The use of plastic and metal implants to a large degree allowed millions of people to return to normal life after accidents as well as heart and artery diseases. Unfortunately the above mentioned and other considerable discoveries and inventions of the 20th-century medicine have only benefited citizens of rich countries. In 1980, the then mayor of Paris, Jacques Chirac, in his speech addressed to surgeons assembled in Paris at an international congress, asked them to consider the issue of reducing costs of medical treatment. A great number of citizens of not necessarily the poorest countries have been deprived of access to modern diagnostics and therapy for economic reasons. This problem has been increasingly worrying also in Poland.

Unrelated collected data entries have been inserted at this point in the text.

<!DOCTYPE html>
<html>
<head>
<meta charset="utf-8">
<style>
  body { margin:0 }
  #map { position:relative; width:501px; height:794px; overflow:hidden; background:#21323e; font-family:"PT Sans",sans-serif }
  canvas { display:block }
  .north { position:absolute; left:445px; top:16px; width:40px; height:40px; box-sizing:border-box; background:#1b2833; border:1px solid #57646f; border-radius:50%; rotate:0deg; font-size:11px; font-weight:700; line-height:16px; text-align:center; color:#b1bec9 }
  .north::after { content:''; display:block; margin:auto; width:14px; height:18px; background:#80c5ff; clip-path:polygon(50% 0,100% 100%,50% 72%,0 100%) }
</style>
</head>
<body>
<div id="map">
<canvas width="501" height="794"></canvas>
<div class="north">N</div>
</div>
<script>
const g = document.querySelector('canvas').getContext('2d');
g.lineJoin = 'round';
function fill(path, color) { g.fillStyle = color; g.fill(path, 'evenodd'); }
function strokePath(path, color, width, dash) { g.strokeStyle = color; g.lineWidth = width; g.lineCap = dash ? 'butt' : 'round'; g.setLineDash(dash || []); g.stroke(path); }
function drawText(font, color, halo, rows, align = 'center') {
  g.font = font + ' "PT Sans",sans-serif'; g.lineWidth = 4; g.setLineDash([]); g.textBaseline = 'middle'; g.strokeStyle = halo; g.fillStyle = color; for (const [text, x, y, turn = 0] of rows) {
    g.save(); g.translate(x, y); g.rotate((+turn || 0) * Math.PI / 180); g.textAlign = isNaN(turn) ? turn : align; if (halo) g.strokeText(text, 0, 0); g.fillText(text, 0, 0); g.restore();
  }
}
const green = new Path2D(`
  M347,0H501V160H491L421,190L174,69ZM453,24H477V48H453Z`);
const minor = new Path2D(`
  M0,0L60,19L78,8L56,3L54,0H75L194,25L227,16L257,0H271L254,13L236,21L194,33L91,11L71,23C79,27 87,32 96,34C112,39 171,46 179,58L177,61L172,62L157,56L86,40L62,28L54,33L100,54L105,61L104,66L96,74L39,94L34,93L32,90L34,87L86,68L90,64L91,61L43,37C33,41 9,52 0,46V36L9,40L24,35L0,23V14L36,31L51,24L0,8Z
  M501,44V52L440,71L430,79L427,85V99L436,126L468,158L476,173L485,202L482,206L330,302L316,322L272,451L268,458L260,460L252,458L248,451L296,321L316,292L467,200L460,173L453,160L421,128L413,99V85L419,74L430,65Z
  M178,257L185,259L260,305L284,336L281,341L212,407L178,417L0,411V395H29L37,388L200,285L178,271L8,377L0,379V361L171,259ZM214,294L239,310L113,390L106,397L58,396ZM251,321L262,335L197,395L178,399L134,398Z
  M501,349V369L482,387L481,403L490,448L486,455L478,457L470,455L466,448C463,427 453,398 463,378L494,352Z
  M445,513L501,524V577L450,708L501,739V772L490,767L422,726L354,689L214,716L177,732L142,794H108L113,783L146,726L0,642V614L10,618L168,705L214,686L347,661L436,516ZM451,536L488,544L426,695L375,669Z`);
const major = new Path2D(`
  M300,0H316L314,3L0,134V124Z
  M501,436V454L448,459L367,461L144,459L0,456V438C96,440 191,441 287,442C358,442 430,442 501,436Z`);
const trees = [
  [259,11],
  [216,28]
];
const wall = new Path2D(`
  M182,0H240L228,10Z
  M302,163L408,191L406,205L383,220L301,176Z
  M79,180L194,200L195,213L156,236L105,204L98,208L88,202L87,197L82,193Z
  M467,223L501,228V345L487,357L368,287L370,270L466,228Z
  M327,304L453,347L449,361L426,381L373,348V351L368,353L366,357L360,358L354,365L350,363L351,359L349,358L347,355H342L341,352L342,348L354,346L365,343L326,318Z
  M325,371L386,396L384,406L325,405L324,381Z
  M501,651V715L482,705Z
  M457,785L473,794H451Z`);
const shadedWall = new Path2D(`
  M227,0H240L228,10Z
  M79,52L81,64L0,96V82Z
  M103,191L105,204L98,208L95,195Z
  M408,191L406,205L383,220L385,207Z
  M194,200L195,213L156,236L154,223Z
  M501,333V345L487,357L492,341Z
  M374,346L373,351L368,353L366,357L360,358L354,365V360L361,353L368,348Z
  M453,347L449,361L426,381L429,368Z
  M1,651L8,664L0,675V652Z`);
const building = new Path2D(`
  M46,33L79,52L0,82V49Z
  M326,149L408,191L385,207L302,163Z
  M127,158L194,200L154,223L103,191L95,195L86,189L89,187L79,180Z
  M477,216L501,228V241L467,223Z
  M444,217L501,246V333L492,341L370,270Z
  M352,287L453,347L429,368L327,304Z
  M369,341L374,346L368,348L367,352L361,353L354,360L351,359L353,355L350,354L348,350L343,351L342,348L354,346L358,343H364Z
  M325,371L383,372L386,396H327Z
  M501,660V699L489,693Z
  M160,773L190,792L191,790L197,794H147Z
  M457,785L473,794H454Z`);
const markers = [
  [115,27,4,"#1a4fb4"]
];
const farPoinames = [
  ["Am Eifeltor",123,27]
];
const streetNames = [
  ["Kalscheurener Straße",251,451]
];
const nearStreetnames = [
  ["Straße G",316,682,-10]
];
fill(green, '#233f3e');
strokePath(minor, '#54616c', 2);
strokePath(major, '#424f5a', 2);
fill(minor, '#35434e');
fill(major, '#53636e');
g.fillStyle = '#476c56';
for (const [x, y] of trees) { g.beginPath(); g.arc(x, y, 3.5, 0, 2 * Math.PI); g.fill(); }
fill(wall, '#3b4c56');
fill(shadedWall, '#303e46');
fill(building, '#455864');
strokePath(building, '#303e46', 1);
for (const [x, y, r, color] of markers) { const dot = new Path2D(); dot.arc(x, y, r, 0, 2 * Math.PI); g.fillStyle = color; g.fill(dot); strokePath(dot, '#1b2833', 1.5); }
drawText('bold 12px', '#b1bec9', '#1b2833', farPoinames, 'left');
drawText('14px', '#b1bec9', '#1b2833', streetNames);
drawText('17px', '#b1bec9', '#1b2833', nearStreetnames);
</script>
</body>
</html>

Despite unquestioned successes of medicine in the 20th century, new threats arose, such as AIDS, often called the plague of the 20th century, BSE, etc. So far unknown or disregarded ecological threats such as the hole in the ozone layer, sudden increase in CO2 in atmosphere resulting in warming up the world climate by 1.5 degrees Celsius, etc., became subjects of numerous debates and scientific research. Unfavourable phenomena caused by cutting down forests, reversing courses of rivers and polluting the earth with radioactive wastes have been the revenge of nature for breaking its eternal laws. Only towards the end of the last century did doctors, biologists and politicians notice the danger of the so called civilisation diseases. Parliaments of numerous countries have been working on and passing laws to stop the destruction of the natural environment caused by the uncontrollable development of the pseudo-civilisation.
The progress in prolonging human life in good health does not depend entirely on the development of medical sciences. In countries of high education and culture people live longer and there are fewer disabled people. Health on the national level depends on the level of education and culture in a given country. Popular knowledge about contemporary hazards to life and health is closely related to the prevention of various diseases. The percentage of early detected life threatening diseases depends on the education of a patient, who is able to notice the disadvantageous changes in his organism.
Among the great achievements of the 20th-century medicine one also needs to add the widespread use of endoscopy, which allows monitoring and even operating on internal organs. Endoscopy and laparoscopy enable the ill to avoid a major operation injury as doctors have to reach the disease focus in order to cure it.
The above mentioned examples of progress in the 20th-century medicine, despite ever arising new problems, augur well for the future of human health. Prolonging life in good health to a hundred years of age seems to be more and more possible.